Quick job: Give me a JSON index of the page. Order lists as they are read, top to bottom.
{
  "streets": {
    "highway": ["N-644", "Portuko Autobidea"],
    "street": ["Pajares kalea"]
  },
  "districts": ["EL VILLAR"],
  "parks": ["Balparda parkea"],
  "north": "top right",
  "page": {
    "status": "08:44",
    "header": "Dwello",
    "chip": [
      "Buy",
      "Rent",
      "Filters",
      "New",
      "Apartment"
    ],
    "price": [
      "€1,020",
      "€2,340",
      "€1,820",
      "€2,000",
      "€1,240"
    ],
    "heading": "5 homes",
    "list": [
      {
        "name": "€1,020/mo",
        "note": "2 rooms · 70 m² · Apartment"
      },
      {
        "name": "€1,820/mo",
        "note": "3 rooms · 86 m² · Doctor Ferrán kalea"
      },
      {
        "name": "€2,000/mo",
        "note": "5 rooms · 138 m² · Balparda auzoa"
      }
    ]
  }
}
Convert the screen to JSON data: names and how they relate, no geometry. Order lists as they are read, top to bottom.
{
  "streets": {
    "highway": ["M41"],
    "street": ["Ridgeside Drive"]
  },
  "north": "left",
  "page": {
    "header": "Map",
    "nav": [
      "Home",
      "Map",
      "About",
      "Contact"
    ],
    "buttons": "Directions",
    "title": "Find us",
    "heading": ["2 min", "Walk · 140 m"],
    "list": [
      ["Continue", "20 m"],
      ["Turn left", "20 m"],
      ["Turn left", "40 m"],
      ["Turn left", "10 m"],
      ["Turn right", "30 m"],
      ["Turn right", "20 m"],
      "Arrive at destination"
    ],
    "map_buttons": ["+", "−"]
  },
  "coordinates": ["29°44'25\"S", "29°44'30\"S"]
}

§ **TASK STATEMENT**
Go through the material above, and wherever a line contains the string "they", return it.

§ **EXERCISE RESPONSE**
Quick job: Give me a JSON index of the page. Order lists as they are read, top to bottom.
Convert the screen to JSON data: names and how they relate, no geometry. Order lists as they are read, top to bottom.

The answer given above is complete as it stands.